Neumann meneó la cabeza.
– Infernalmente arriesgado. Si llega a bajar la escalera, te habrías visto en un buen compromiso.
– Ya lo sé. Por eso necesito esto. -Sacó del bolso y le entregó el molde de arcilla con la impronta de las llaves-. Busca a alguien que saque copias y las dejas hoy en mi piso. Mañana, cuando Jordan vaya a trabajar, volveré, entraré en su casa y tiraré fotos de todo lo que haya en el estudio.
Neumann se guardó el bloque de arcilla.
– Muy bien. ¿Algo más?
– Sí, a partir de ahora, se acabaron las conversaciones como esta. Tropezamos uno contra otro, te paso la película, te marchas y se la das al portugués. Si tienes algún mensaje para mí, lo escribes y me lo pasas. ¿Entendido?
– Entendido.
Interrumpieron la marcha.
– Bueno, le espera una jornada de trabajo ajetreada, señor Porter.-Le besó en la mejilla y le dijo al oído-: Me he jugado el cuello para hacerme con esos objetos. No la jodamos ahora.
Dio media vuelta y se alejó Embankment abajo.
El primer problema con el que se enfrentaba Horst Neumann aquella mañana era encontrar a alguien que hiciese copias de las llaves de Peter Jordan. Ningún establecimiento prestigioso del West End haría duplicados de llaves sobre la base de un molde de arcilla. En realidad, lo más probable es que telefonearan de inmediato a la Policía Metropolitana y lo arrestasen. Lo que le hacía falta era trasladarse a un barrio donde pudiera encontrar un cerrajero dispuesto a hacer el trabajo a un precio razonable. Caminó a lo largo del Támesis, cruzó el puente de Battersea y se dirigió al sur de Londres.
A Neumann no le costó mucho tiempo dar con lo que estaba buscando. Una bomba había hecho añicos la luna del escaparate del local. En aquel momento la estaban cubriendo con tableros contrachapados. Neumann entró. No había clientes, sólo, detrás del mostrador, un anciano vestido con camisa azul oscuro y un sucio mandil.
– ¿Hace usted llaves, compañero? -preguntó Neumann. El empleado inclinó la cabeza en dirección a la muela. Neumann se sacó del bolsillo el pedazo de arcilla.
– ¿Puede hacer llaves a partir de moldes como estos? -Sí, pero le, saldrán un poco caras.
– ¿Qué tal le suenan diez chelines?
El hombre sonrió; le faltaban la mitad de los dientes, más o menos.
– Me suenan a música divina. -Tomó el pequeño bloque de arcilla-. Las tendrá mañana a mediodía.
– Las necesito ahora.
El empleado le obsequió con otra muestra de su horrible sonrisa.-Bueno, pues en tal caso le va a costar otros diez chelines.
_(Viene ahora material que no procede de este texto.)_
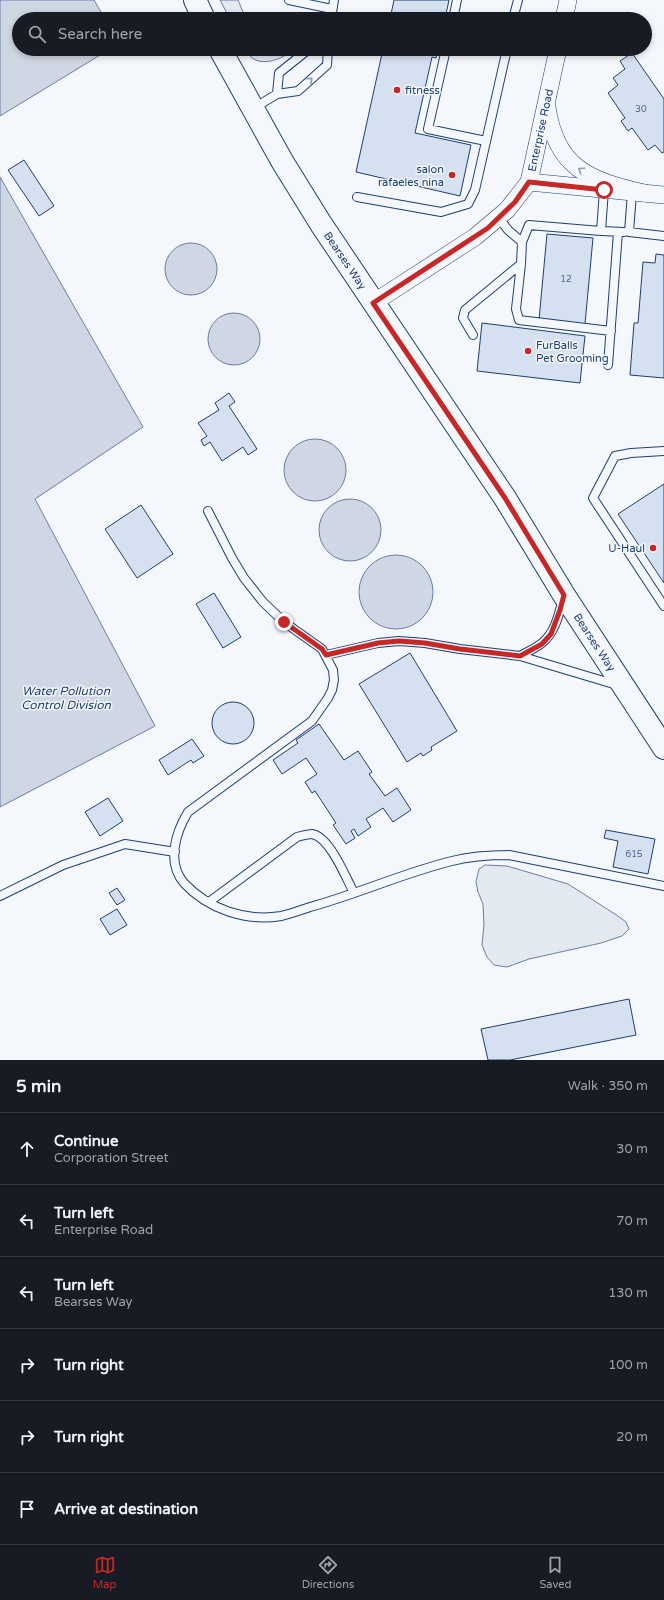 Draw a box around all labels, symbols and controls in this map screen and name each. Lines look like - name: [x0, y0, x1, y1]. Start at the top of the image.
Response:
- search box: [12, 12, 652, 56]
- icon: search: [26, 23, 48, 45]
- text: Search here: [58, 25, 142, 43]
- one-way arrow: [306, 78, 313, 85]
- place label: fitness: [405, 84, 440, 97]
- marker: fitness: [392, 85, 402, 95]
- street label: Enterprise Road: [525, 88, 556, 173]
- house number: 30: [635, 104, 647, 115]
- place label: salon rafaeles nina: [378, 163, 444, 189]
- one-way arrow: [578, 167, 585, 175]
- marker: salon rafaeles nina: [447, 170, 457, 180]
- route start: [595, 181, 613, 199]
- street label: Bearses Way: [322, 229, 369, 292]
- house number: 12: [560, 274, 572, 285]
- place label: FurBalls Pet Grooming: [536, 339, 609, 365]
- marker: FurBalls Pet Grooming: [523, 346, 533, 356]
- place label: U-Haul: [608, 542, 645, 555]
- marker: U-Haul: [648, 543, 658, 553]
- street label: Bearses Way: [571, 611, 619, 674]
- route end: [275, 613, 293, 631]
- water label: Water Pollution Control Division: [21, 684, 111, 712]
- house number: 615: [626, 849, 643, 860]
- text: 5 min: [16, 1076, 61, 1097]
- text: Walk · 350 m: [568, 1078, 648, 1094]
- text: Continue: [54, 1132, 118, 1150]
- icon: ahead: [16, 1138, 38, 1160]
- text: 30 m: [616, 1141, 648, 1157]
- text: Corporation Street: [54, 1150, 169, 1166]
- text: Turn left: [54, 1204, 114, 1222]
- icon: left: [16, 1210, 38, 1232]
- text: 70 m: [616, 1213, 648, 1229]
- text: Enterprise Road: [54, 1222, 153, 1238]
- text: Turn left: [54, 1276, 114, 1294]
- icon: left: [16, 1282, 38, 1304]
- text: 130 m: [608, 1285, 648, 1301]
- text: Bearses Way: [54, 1294, 133, 1310]
- icon: right: [16, 1354, 38, 1376]
- text: Turn right: [54, 1356, 124, 1374]
- text: 100 m: [608, 1357, 648, 1373]
- icon: right: [16, 1426, 38, 1448]
- text: Turn right: [54, 1428, 124, 1446]
- text: 20 m: [616, 1429, 648, 1445]
- icon: arrive: [16, 1498, 38, 1520]
- text: Arrive at destination: [54, 1500, 198, 1518]
- tab: Map: [93, 1554, 116, 1591]
- tab: Directions: [302, 1554, 354, 1591]
- tab: Saved: [540, 1554, 571, 1591]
Neumann puso el dinero encima del mostrador.
– Esperaré mientras las prepara, si no le importa.
– Como si estuviera en su casa.
Escampó por la tarde. Neumann se dio unas caminatas tremendas. Y cuando no estaba andando era porque subía o bajaba de un autobús o entraba y salía del metro. Apenas guardaba un recuerdo borroso del Londres de su infancia y la verdad era que disfrutaba enormemente recorriendo la ciudad. Era un alivio verse libre del aburrimiento de Hampton Sands. Allí no podía hacer otra cosa que no fuera correr por la playa, leer y ayudar a Sean en los prados con las ovejas. Al abandonar la ferretería, se guardó en el bolsillo los duplicados de las llaves y cruzó de nuevo el puente de Battersea. Sacó el pedazo de arcilla, lo aplastó con la mano para borrar las improntas y lo arrojó al Támesis. El trozo de barro quebró la superficie con un sordo blup y desapareció bajo las aguas arremolinadas.
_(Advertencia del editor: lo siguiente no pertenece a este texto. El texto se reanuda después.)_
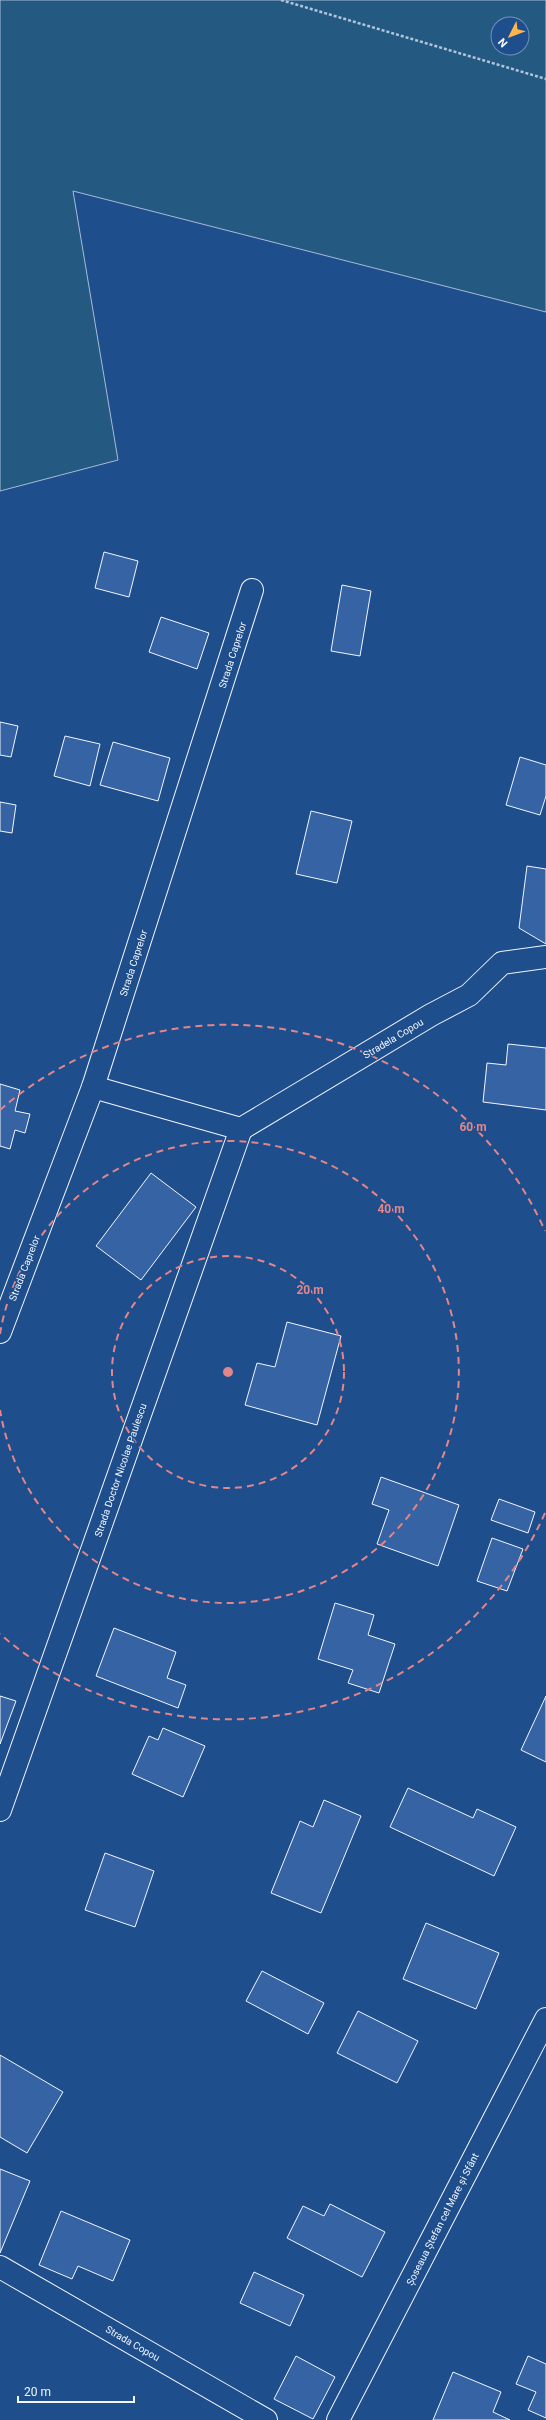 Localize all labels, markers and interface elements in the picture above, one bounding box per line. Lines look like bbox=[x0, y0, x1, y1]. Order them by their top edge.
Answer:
north arrow bbox=[490, 16, 530, 56]
text: N bbox=[495, 35, 510, 50]
street label: Strada Caprelor bbox=[217, 620, 249, 690]
street label: Strada Caprelor bbox=[118, 928, 150, 998]
street label: Stradela Copou bbox=[361, 1016, 425, 1061]
text: 60 m bbox=[459, 1120, 487, 1134]
text: 40 m bbox=[377, 1202, 405, 1216]
street label: Strada Caprelor bbox=[7, 1233, 42, 1302]
text: 20 m bbox=[296, 1283, 324, 1297]
centre of rings bbox=[221, 1365, 235, 1379]
street label: Strada Doctor Nicolae Paulescu bbox=[92, 1402, 149, 1538]
street label: Șoseaua Ștefan cel Mare și Sfânt bbox=[404, 2151, 482, 2288]
street label: Strada Copou bbox=[104, 2324, 162, 2363]
scale bar bbox=[18, 2378, 134, 2404]
text: 20 m bbox=[24, 2385, 51, 2399]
Callejeó por Chelsea y Kensington, para adentrarse finalmente por Earl’s Court. Puso las llaves dentro de un sobre y lo echó en el buzón de Catherine. Después almorzó sentado a una mesa junto a la ventana de un abarrotado café. Una mujer que estaba un par de mesas más allá empezó a lanzarle miradas insinuantes, pero Neumann llevaba un periódico a guisa de protección y la esquivó como pudo, limitándose a sonreírle en las casuales ocasiones en que sus ojos coincidían. No dejaba de ser tentador; la mujer era bastante atractiva y podía resultar agradable matar con ella el resto de la tarde y apartarse de la calle durante un rato. Sin embargo, el asunto representaba no poca inseguridad. Pagó la cuenta, dedicó un guiño a la mujer y salió del establecimiento.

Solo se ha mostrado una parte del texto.